As wildfires become more frequent, the health risk from wildfire smoke also is increasing, along with the associated economic costs.
The economic toll of fires is growing as climate change fuels larger and more intense wildfires in the western United States and Canada. Eight of the top ten most destructive wildfires in US history, in terms of insured property losses, have occurred since 2017. The past several weeks have brought news that State Farm will join Allstate in ceasing to write new home and commercial insurance policies in California, partially in response to wildfire risk in the state.
But scientists have produced mounting evidence over the past several years that wildfires’ direct impact on homes and businesses is only part of the story. In a study of fires in California in 2018, the costs of smoke impacts, valued based on measures used by the US Environmental Protection Agency for benefit-cost analyses, outweighed direct property damages. And that was true even though 2018 included the Camp Fire, the most destructive fire in US history.
Wildfire risks most often call to mind burning communities and destroyed homes. However, while these damages can be substantial, damages due to smoke may be at least as large. And smoke is only likely to grow in concern as climate change continues to drive wildfire activity, and as smoke impinges on air quality far away from the forests and wildlands typically affected by fire.
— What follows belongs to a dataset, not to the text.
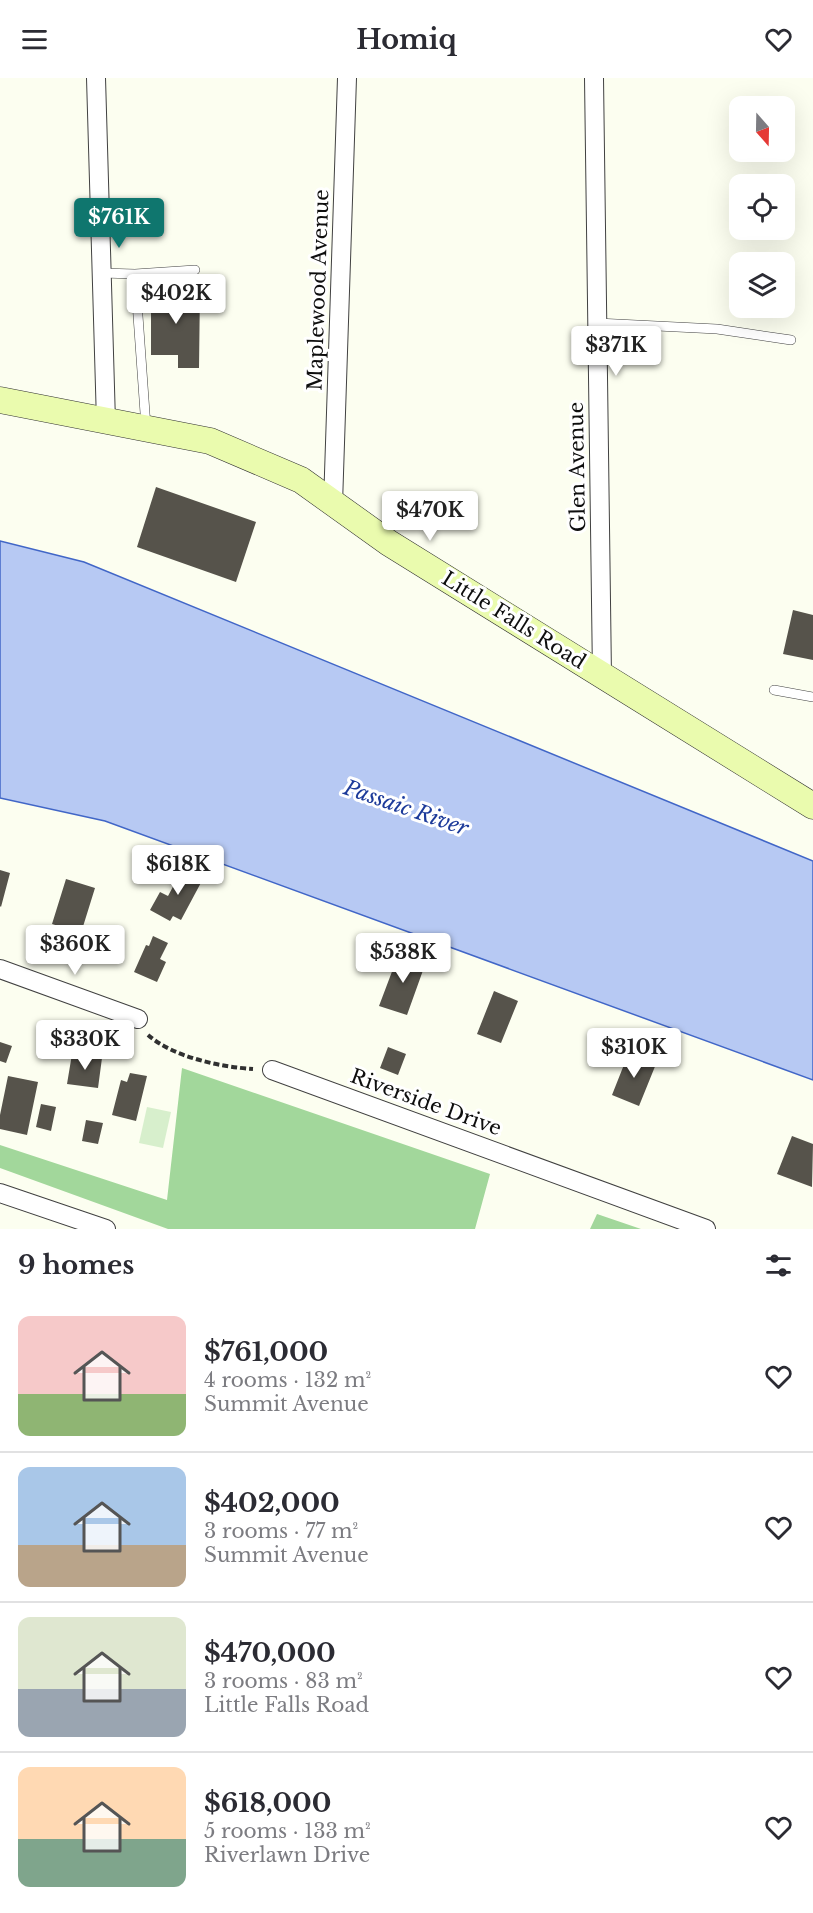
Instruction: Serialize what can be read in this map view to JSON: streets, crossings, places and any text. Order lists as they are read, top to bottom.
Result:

After decades of improving air quality, in part due to the success of the Clean Air Act, wildfire smoke is now driving increases in the pollutant PM2.5 nationwide. Wildfire smoke contains large amounts of fine particulate matter, which is known to be a serious threat to human health. Fine particulate matter—known as PM2.5 because it’s made up of particles smaller than 2.5 microns in width—can get in the lungs and blood stream and cause a variety of problems for respiratory and heart health, and even for cognitive function.
Wildfire-driven increases have been sharpest in western states, where wildfires contribute as much as one-half of overall PM2.5 exposure. However, the eastern United States has not been immune from the effects of fires. Driven by fires in Quebec, this month’s smoke event—which led New York City to temporarily become the most polluted city in the world—was the worst the eastern United States has ever experienced, and it is not the only instance of wildfire smoke descending on eastern US cities in recent years.
The ability of smoke to reach across wide areas means that more and more people will feel the effects of a changing climate in their daily lives and in the air they breathe.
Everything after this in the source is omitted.